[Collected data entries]
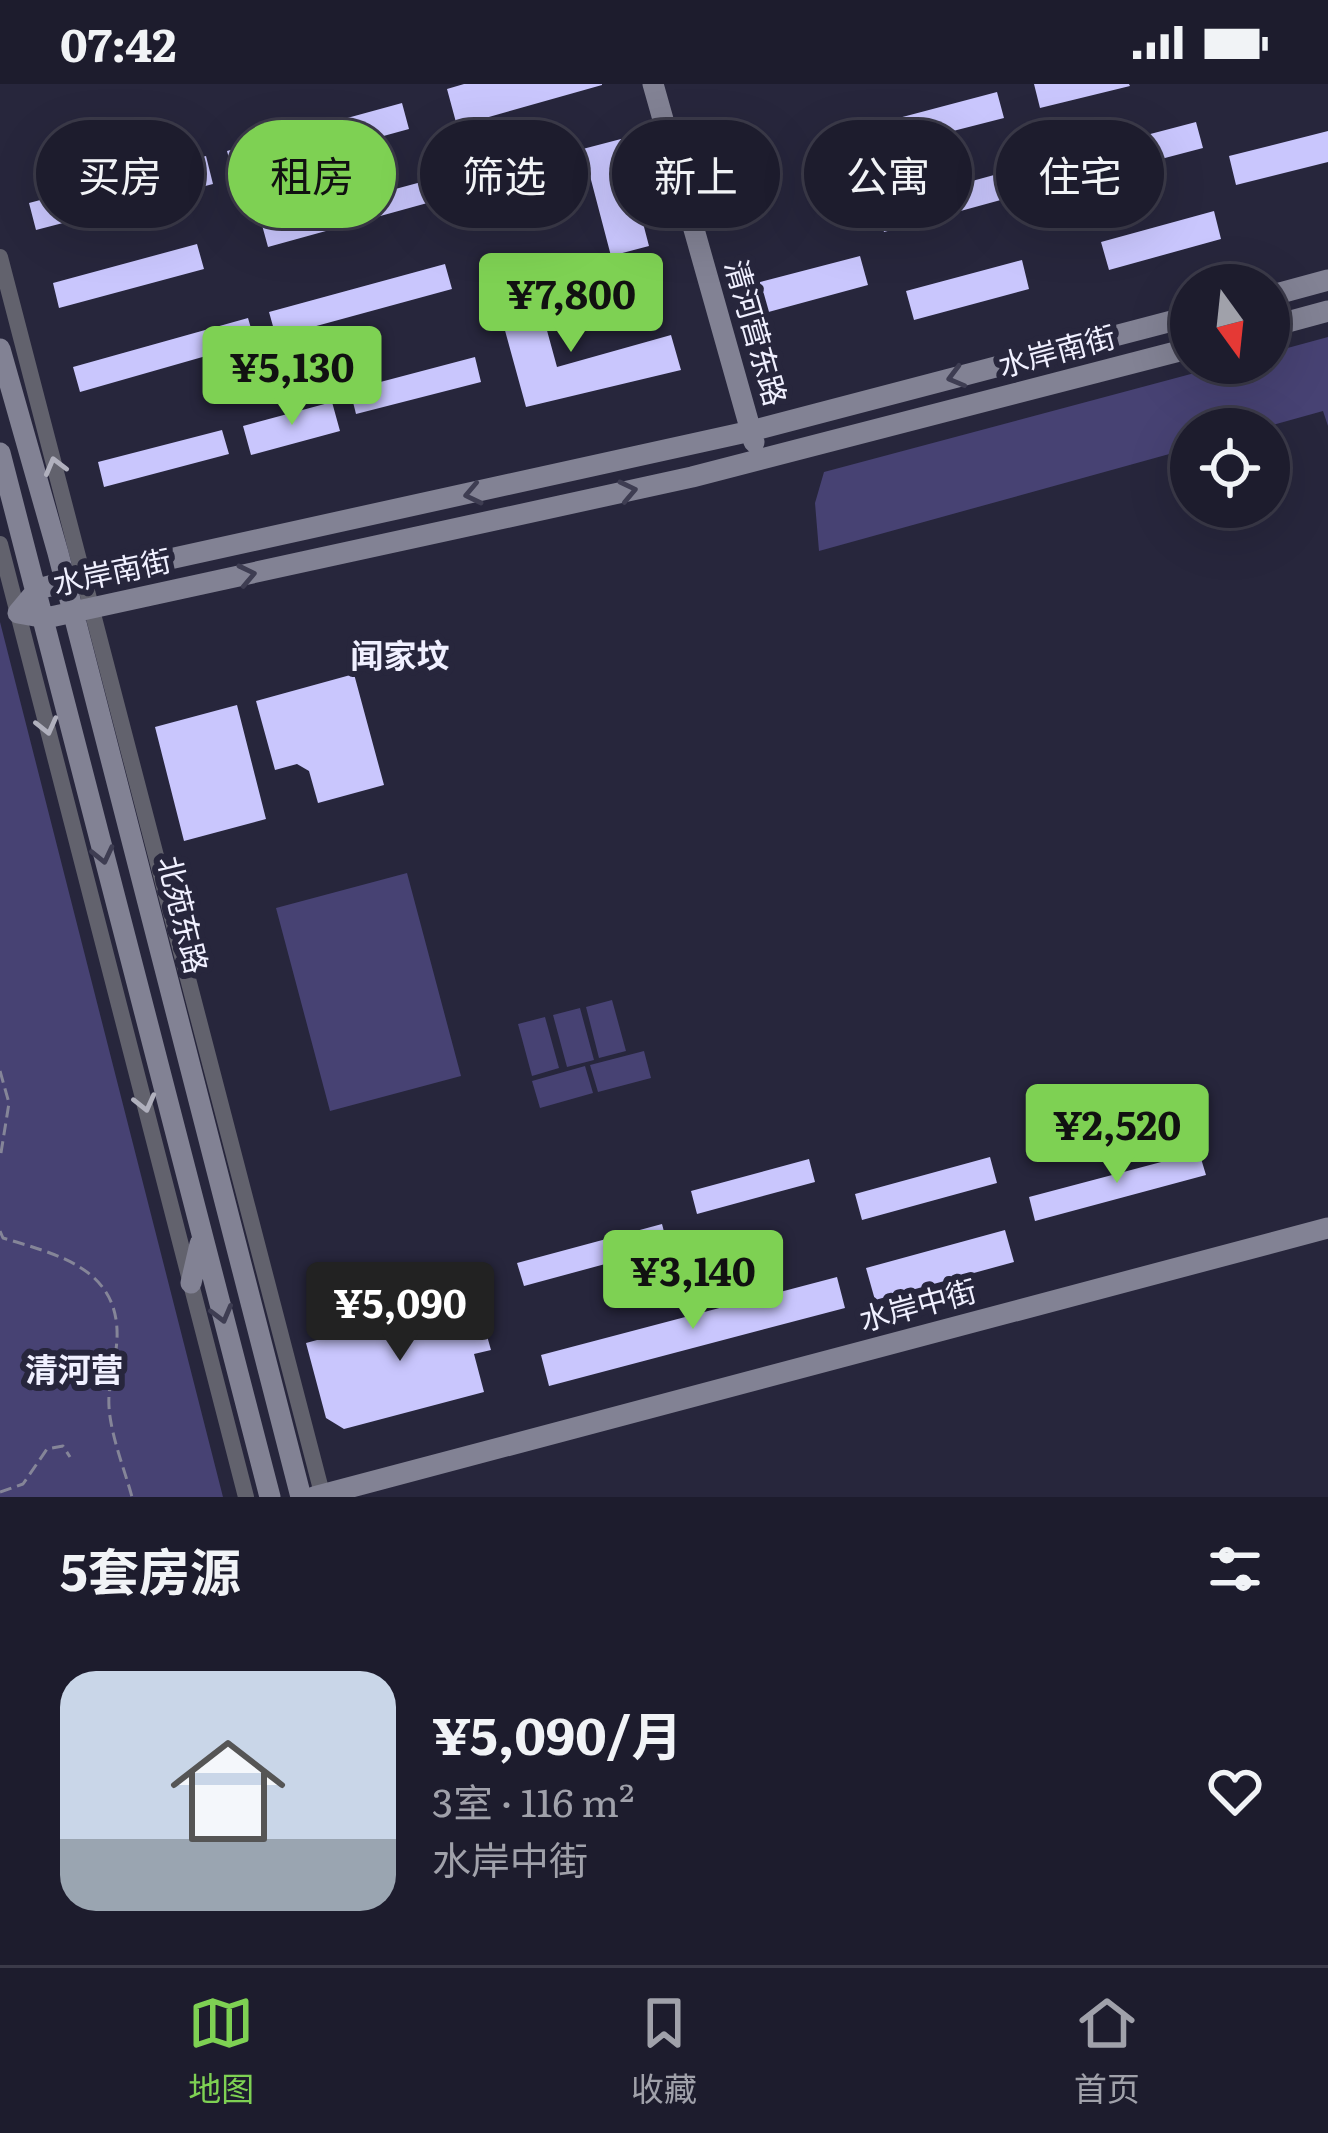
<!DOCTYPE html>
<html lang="zh">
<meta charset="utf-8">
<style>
:root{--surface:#1d1c2d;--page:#2a2939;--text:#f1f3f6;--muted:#a0a1aa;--line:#3b3a49;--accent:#7ed153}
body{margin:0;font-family:Literata,"Noto Sans SC",serif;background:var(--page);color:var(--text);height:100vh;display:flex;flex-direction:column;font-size:45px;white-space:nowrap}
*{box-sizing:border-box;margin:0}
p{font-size:39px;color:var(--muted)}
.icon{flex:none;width:66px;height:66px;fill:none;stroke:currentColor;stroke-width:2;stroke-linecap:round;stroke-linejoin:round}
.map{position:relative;height:1413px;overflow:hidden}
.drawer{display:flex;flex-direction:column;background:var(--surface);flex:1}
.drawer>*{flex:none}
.banner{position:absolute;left:36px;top:36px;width:1257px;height:108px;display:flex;gap:24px}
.needle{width:78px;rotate:165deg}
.controls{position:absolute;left:1170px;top:180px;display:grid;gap:24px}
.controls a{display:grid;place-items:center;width:120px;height:120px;border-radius:50%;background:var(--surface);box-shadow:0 12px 48px #0002,0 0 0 3px var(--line);font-size:60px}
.price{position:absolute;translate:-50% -102px;padding:0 27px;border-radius:12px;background:var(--accent);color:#111;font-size:39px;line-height:78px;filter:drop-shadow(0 3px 6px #0008)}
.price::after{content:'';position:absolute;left:50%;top:72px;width:36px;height:27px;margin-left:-18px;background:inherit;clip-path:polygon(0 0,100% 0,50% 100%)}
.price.on{background:#222;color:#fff}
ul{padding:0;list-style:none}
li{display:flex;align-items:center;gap:36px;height:300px;padding:0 60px}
li span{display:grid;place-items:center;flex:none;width:336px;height:240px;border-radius:36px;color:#555}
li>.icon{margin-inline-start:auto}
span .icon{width:144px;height:144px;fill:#fffc;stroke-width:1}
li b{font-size:51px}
h2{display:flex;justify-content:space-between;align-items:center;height:144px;padding:0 60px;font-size:51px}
.chip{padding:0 42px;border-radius:54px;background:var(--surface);box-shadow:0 12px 48px #0002,0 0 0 3px var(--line);font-size:42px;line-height:108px}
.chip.on{background:var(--accent);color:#111}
.status{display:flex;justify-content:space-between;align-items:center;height:84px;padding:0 60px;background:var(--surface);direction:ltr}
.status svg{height:33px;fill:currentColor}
.menu{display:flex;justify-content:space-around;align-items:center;height:168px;border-top:3px solid var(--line);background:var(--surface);font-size:33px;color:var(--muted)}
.menu a{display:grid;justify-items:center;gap:6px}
.menu .on{color:var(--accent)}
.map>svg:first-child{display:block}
.green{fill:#474273}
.building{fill:#c9c6fd}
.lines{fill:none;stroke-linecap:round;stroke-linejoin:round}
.path{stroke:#858598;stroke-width:3;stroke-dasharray:12 6;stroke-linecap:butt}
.street{stroke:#62626d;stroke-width:16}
.secondary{stroke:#828294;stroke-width:21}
.oneway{stroke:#3e3d52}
.oneway2{stroke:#b0b0bd}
.labels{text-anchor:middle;stroke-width:12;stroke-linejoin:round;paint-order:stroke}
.street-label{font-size:30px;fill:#f0f0ff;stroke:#27263c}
.neighbourhood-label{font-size:33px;font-weight:bold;fill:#f0f0ff;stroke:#27263c}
</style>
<div class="status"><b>07:42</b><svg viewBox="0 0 49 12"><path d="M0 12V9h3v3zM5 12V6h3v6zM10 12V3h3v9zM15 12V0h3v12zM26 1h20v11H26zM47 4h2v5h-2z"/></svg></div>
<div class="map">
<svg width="1328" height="1413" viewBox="0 0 1328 1413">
<rect width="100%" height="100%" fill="#27263c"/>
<path class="green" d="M1328 253V342L1323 327 1258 345H1191V364L819 467 815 419 824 388 1232 279H1269V269Z
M0 538 223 1413H0Z
M407 789 461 992 330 1027 276 824Z
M612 916 626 967 599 974 586 923Z
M580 924 594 976 567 983 553 931Z
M545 933 559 984 532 992 518 940Z
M644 967 651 994 598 1008 590 981Z
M585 982 593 1009 540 1024 532 997Z"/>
<path class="building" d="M464 0H602V1L457 42 447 5Z
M1034 0H1129L1130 2 1040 24Z
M997 8 1004 34 863 70 857 45Z
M402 19 409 45 234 93 227 67Z
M1196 38 1203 64 1062 101 1055 75Z
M1328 47V78L1236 101 1229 72Z
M621 55 649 162 611 172 590 92 475 122 468 95Z
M206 72 213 100 36 146 29 119Z
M1016 85 1023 110 884 148 877 123Z
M425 97 431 118 268 163 262 141Z
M1214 127 1221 155 1109 186 1101 158Z
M197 160 204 185 59 224 53 199Z
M860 172 868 201 757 231 749 201Z
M1022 176 1029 205 914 236 906 207Z
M445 180 452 205 276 253 269 228Z
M534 199 557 283 671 251 681 286 526 323 495 210Z
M248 234 255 258 80 308 73 283Z
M475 273 481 298 356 330 350 306Z
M332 318 340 347 251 371 243 342Z
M222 346 229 370 104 403 98 378Z
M354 590 384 701 318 719 309 687 297 680 275 686 256 617Z
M237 621 266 735 184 757 155 643Z
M1199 1068 1206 1091 1035 1137 1029 1113Z
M990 1073 997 1099 862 1136 855 1110Z
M809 1075 815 1098 697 1130 691 1107Z
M662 1140 668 1163 524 1202 517 1179Z
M1005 1146 1014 1178 875 1216 866 1184Z
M837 1193 845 1224 549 1302 541 1271Z
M476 1213 491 1266 474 1270 484 1308 344 1345 326 1334 306 1259Z"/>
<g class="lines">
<path class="path" d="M0 987 9 1019 0 1075
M0 1147 3 1154C59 1171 120 1185 117 1255 116 1274 110 1293 109 1312 107 1343 124 1383 132 1413
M0 1408 23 1400 47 1365 63 1362 70 1373"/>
<path class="street" d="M0 173 323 1413
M0 460 246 1413"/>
<path class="secondary" d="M653 0 754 358
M1269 212 1328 196
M1191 232 751 347 65 498 38 505 18 529 46 534 692 393 1191 264
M1269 243 1328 227
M0 265 58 469 301 1413
M0 369 270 1413
M191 1199 200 1160
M314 1413 1328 1144"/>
</g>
<defs><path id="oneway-chevron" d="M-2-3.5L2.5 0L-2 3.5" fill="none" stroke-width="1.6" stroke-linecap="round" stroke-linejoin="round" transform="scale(3)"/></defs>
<g class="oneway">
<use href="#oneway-chevron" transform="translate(956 293) rotate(165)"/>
<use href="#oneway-chevron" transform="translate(628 407) rotate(-12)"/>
<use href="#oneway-chevron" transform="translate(473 410) rotate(168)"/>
<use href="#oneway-chevron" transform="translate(247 491) rotate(-12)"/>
<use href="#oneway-chevron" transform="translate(103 771) rotate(77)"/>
<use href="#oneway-chevron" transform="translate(222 1230) rotate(75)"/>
</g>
<g class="oneway2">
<use href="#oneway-chevron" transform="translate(55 382) rotate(-105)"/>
<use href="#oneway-chevron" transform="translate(47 642) rotate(76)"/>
<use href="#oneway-chevron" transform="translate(145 1019) rotate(76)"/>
</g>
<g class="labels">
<g class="street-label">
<text transform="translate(755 249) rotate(74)" y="10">清河营东路</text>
<text transform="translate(1057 268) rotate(-15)" y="10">水岸南街</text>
<text transform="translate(112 489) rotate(-12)" y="10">水岸南街</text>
<text transform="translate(182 831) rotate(76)" y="10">北苑东路</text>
<text transform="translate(918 1222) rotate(-15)" y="10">水岸中街</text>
</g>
<g class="neighbourhood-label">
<text x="400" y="584">闻家坟</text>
<text x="74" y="1298">清河营</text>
</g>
</g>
</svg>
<div class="controls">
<a><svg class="needle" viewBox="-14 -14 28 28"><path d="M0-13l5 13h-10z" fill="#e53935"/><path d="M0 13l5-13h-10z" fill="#a0a1aa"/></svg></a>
<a><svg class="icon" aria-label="locate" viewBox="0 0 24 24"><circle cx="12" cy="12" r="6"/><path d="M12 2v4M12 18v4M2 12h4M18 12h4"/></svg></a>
</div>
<b class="price" style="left:571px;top:271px">¥7,800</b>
<b class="price" style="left:292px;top:344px">¥5,130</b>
<b class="price" style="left:1117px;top:1102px">¥2,520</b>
<b class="price" style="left:693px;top:1248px">¥3,140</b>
<b class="price on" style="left:400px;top:1280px">¥5,090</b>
<div class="banner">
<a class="chip">买房</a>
<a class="chip on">租房</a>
<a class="chip">筛选</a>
<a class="chip">新上</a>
<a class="chip">公寓</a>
<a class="chip">住宅</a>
</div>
</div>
<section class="drawer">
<h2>5套房源<svg class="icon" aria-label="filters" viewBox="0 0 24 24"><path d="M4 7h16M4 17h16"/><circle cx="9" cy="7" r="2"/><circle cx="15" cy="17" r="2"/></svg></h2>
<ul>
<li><span style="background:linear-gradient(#c9d6e8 70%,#9aa5b1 0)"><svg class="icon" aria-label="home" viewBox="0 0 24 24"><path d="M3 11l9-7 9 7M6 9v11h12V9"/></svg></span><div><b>¥5,090/月</b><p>3室 · 116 m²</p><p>水岸中街</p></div><svg class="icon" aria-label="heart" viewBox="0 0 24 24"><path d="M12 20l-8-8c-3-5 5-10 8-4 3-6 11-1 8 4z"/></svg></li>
</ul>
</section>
<nav class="menu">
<a class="on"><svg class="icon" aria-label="map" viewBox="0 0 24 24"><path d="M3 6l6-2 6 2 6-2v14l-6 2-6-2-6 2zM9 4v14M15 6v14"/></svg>地图</a>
<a><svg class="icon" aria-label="saved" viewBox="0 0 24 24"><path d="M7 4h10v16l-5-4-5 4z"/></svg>收藏</a>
<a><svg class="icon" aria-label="home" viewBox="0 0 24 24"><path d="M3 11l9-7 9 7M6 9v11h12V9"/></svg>首页</a>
</nav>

Required work » For each line in the data above that contains the string "absolute", extract the line.

Result below »
.banner{position:absolute;left:36px;top:36px;width:1257px;height:108px;display:flex;gap:24px}
.controls{position:absolute;left:1170px;top:180px;display:grid;gap:24px}
.price{position:absolute;translate:-50% -102px;padding:0 27px;border-radius:12px;background:var(--accent);color:#111;font-size:39px;line-height:78px;filter:drop-shadow(0 3px 6px #0008)}
.price::after{content:'';position:absolute;left:50%;top:72px;width:36px;height:27px;margin-left:-18px;background:inherit;clip-path:polygon(0 0,100% 0,50% 100%)}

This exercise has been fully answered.